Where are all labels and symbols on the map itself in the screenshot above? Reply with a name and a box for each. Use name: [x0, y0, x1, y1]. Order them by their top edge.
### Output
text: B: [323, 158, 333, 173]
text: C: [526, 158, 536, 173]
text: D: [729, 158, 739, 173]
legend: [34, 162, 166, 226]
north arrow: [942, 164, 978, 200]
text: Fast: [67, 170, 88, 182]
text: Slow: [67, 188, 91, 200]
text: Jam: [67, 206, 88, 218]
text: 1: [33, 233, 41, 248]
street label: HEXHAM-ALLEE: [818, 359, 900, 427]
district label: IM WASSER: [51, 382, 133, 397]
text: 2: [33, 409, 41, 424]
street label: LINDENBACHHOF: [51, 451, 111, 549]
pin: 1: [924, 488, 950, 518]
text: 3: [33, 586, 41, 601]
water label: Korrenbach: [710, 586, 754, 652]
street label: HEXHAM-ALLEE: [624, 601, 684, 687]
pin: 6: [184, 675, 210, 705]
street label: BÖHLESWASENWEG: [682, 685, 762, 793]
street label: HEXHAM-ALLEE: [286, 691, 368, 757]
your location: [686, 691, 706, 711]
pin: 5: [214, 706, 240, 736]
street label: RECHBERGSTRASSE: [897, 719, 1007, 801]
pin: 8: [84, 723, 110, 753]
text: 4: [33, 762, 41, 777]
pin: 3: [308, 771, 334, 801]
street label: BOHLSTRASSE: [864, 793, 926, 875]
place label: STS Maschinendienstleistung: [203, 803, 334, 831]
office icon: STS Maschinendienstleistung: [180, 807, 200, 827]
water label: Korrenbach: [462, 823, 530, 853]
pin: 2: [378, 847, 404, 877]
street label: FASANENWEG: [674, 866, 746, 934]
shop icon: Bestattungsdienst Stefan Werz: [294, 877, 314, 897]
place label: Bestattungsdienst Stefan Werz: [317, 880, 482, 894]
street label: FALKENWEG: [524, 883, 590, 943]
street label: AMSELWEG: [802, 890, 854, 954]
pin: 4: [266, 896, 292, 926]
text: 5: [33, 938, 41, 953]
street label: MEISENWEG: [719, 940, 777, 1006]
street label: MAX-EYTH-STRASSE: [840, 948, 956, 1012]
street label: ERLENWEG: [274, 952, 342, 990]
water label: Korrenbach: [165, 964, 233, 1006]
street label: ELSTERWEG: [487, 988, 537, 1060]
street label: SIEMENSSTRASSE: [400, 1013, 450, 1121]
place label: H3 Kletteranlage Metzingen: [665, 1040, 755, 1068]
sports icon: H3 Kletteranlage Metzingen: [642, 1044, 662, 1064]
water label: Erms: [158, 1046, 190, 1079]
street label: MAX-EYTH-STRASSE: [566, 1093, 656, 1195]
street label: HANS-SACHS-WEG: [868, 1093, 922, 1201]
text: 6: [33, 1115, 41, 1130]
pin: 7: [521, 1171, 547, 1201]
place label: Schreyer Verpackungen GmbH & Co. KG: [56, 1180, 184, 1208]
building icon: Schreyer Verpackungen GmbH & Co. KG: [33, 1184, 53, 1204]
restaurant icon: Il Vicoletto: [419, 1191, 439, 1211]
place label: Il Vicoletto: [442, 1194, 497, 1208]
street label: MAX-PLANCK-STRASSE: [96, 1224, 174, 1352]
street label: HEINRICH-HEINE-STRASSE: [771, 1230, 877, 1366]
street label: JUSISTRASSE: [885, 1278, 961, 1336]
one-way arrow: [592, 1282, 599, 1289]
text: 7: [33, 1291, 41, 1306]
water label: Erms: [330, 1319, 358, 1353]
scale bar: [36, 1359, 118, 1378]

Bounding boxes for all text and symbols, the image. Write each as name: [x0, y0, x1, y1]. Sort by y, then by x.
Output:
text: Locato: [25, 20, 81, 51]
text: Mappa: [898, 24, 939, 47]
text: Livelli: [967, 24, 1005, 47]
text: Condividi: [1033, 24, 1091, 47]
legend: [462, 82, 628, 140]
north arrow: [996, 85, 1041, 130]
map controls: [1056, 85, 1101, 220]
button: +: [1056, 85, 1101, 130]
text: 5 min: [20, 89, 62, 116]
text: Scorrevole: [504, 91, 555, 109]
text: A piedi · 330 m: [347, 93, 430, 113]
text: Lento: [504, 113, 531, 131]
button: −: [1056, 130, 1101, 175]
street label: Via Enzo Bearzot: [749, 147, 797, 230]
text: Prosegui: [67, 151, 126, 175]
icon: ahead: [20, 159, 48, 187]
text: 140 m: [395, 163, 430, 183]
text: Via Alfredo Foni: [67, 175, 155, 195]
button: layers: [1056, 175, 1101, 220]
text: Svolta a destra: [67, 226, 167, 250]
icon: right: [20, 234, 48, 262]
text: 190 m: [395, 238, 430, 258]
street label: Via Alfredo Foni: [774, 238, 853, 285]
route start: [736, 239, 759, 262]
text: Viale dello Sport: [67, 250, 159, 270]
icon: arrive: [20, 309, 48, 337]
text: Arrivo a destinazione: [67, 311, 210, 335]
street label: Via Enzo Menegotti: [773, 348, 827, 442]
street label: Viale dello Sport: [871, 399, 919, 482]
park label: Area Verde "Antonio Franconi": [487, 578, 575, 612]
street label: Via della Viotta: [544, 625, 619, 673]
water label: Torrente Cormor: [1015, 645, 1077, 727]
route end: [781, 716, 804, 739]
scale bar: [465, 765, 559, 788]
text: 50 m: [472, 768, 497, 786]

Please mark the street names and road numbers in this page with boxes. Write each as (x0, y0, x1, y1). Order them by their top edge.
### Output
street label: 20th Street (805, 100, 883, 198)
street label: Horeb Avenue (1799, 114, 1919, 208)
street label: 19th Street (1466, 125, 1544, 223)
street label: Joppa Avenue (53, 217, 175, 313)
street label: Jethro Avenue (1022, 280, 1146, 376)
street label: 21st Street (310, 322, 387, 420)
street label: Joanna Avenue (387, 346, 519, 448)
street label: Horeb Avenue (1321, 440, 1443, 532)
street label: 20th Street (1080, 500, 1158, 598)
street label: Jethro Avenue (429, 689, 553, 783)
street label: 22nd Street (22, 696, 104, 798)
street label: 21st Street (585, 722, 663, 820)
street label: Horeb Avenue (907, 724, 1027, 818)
::::
> **WHAT THE TASK ASKS**
Copy each line of the material exactly as written.

> **REPLY**
Where are all labels and symbols on the map itself in the screenshot above? Reply with a name and a box for each. Use name: [x0, y0, x1, y1]. Order them by their top edge.
### Output
text: B: [323, 158, 333, 173]
text: C: [526, 158, 536, 173]
text: D: [729, 158, 739, 173]
legend: [34, 162, 166, 226]
north arrow: [942, 164, 978, 200]
text: Fast: [67, 170, 88, 182]
text: Slow: [67, 188, 91, 200]
text: Jam: [67, 206, 88, 218]
text: 1: [33, 233, 41, 248]
street label: HEXHAM-ALLEE: [818, 359, 900, 427]
district label: IM WASSER: [51, 382, 133, 397]
text: 2: [33, 409, 41, 424]
street label: LINDENBACHHOF: [51, 451, 111, 549]
pin: 1: [924, 488, 950, 518]
text: 3: [33, 586, 41, 601]
water label: Korrenbach: [710, 586, 754, 652]
street label: HEXHAM-ALLEE: [624, 601, 684, 687]
pin: 6: [184, 675, 210, 705]
street label: BÖHLESWASENWEG: [682, 685, 762, 793]
street label: HEXHAM-ALLEE: [286, 691, 368, 757]
your location: [686, 691, 706, 711]
pin: 5: [214, 706, 240, 736]
street label: RECHBERGSTRASSE: [897, 719, 1007, 801]
pin: 8: [84, 723, 110, 753]
text: 4: [33, 762, 41, 777]
pin: 3: [308, 771, 334, 801]
street label: BOHLSTRASSE: [864, 793, 926, 875]
place label: STS Maschinendienstleistung: [203, 803, 334, 831]
office icon: STS Maschinendienstleistung: [180, 807, 200, 827]
water label: Korrenbach: [462, 823, 530, 853]
pin: 2: [378, 847, 404, 877]
street label: FASANENWEG: [674, 866, 746, 934]
shop icon: Bestattungsdienst Stefan Werz: [294, 877, 314, 897]
place label: Bestattungsdienst Stefan Werz: [317, 880, 482, 894]
street label: FALKENWEG: [524, 883, 590, 943]
street label: AMSELWEG: [802, 890, 854, 954]
pin: 4: [266, 896, 292, 926]
text: 5: [33, 938, 41, 953]
street label: MEISENWEG: [719, 940, 777, 1006]
street label: MAX-EYTH-STRASSE: [840, 948, 956, 1012]
street label: ERLENWEG: [274, 952, 342, 990]
water label: Korrenbach: [165, 964, 233, 1006]
street label: ELSTERWEG: [487, 988, 537, 1060]
street label: SIEMENSSTRASSE: [400, 1013, 450, 1121]
place label: H3 Kletteranlage Metzingen: [665, 1040, 755, 1068]
sports icon: H3 Kletteranlage Metzingen: [642, 1044, 662, 1064]
water label: Erms: [158, 1046, 190, 1079]
street label: MAX-EYTH-STRASSE: [566, 1093, 656, 1195]
street label: HANS-SACHS-WEG: [868, 1093, 922, 1201]
text: 6: [33, 1115, 41, 1130]
pin: 7: [521, 1171, 547, 1201]
place label: Schreyer Verpackungen GmbH & Co. KG: [56, 1180, 184, 1208]
building icon: Schreyer Verpackungen GmbH & Co. KG: [33, 1184, 53, 1204]
restaurant icon: Il Vicoletto: [419, 1191, 439, 1211]
place label: Il Vicoletto: [442, 1194, 497, 1208]
street label: MAX-PLANCK-STRASSE: [96, 1224, 174, 1352]
street label: HEINRICH-HEINE-STRASSE: [771, 1230, 877, 1366]
street label: JUSISTRASSE: [885, 1278, 961, 1336]
one-way arrow: [592, 1282, 599, 1289]
text: 7: [33, 1291, 41, 1306]
water label: Erms: [330, 1319, 358, 1353]
scale bar: [36, 1359, 118, 1378]

Bounding boxes for all text and symbols, the image. Write each as name: [x0, y0, x1, y1]. Sort by y, then by x.
Output:
text: Locato: [25, 20, 81, 51]
text: Mappa: [898, 24, 939, 47]
text: Livelli: [967, 24, 1005, 47]
text: Condividi: [1033, 24, 1091, 47]
legend: [462, 82, 628, 140]
north arrow: [996, 85, 1041, 130]
map controls: [1056, 85, 1101, 220]
button: +: [1056, 85, 1101, 130]
text: 5 min: [20, 89, 62, 116]
text: Scorrevole: [504, 91, 555, 109]
text: A piedi · 330 m: [347, 93, 430, 113]
text: Lento: [504, 113, 531, 131]
button: −: [1056, 130, 1101, 175]
street label: Via Enzo Bearzot: [749, 147, 797, 230]
text: Prosegui: [67, 151, 126, 175]
icon: ahead: [20, 159, 48, 187]
text: 140 m: [395, 163, 430, 183]
text: Via Alfredo Foni: [67, 175, 155, 195]
button: layers: [1056, 175, 1101, 220]
text: Svolta a destra: [67, 226, 167, 250]
icon: right: [20, 234, 48, 262]
text: 190 m: [395, 238, 430, 258]
street label: Via Alfredo Foni: [774, 238, 853, 285]
route start: [736, 239, 759, 262]
text: Viale dello Sport: [67, 250, 159, 270]
icon: arrive: [20, 309, 48, 337]
text: Arrivo a destinazione: [67, 311, 210, 335]
street label: Via Enzo Menegotti: [773, 348, 827, 442]
street label: Viale dello Sport: [871, 399, 919, 482]
park label: Area Verde "Antonio Franconi": [487, 578, 575, 612]
street label: Via della Viotta: [544, 625, 619, 673]
water label: Torrente Cormor: [1015, 645, 1077, 727]
route end: [781, 716, 804, 739]
scale bar: [465, 765, 559, 788]
text: 50 m: [472, 768, 497, 786]

Please mark the street names and road numbers in this page with boxes. Write each as (x0, y0, x1, y1). Order them by their top edge.
### Output
street label: 20th Street (805, 100, 883, 198)
street label: Horeb Avenue (1799, 114, 1919, 208)
street label: 19th Street (1466, 125, 1544, 223)
street label: Joppa Avenue (53, 217, 175, 313)
street label: Jethro Avenue (1022, 280, 1146, 376)
street label: 21st Street (310, 322, 387, 420)
street label: Joanna Avenue (387, 346, 519, 448)
street label: Horeb Avenue (1321, 440, 1443, 532)
street label: 20th Street (1080, 500, 1158, 598)
street label: Jethro Avenue (429, 689, 553, 783)
street label: 22nd Street (22, 696, 104, 798)
street label: 21st Street (585, 722, 663, 820)
street label: Horeb Avenue (907, 724, 1027, 818)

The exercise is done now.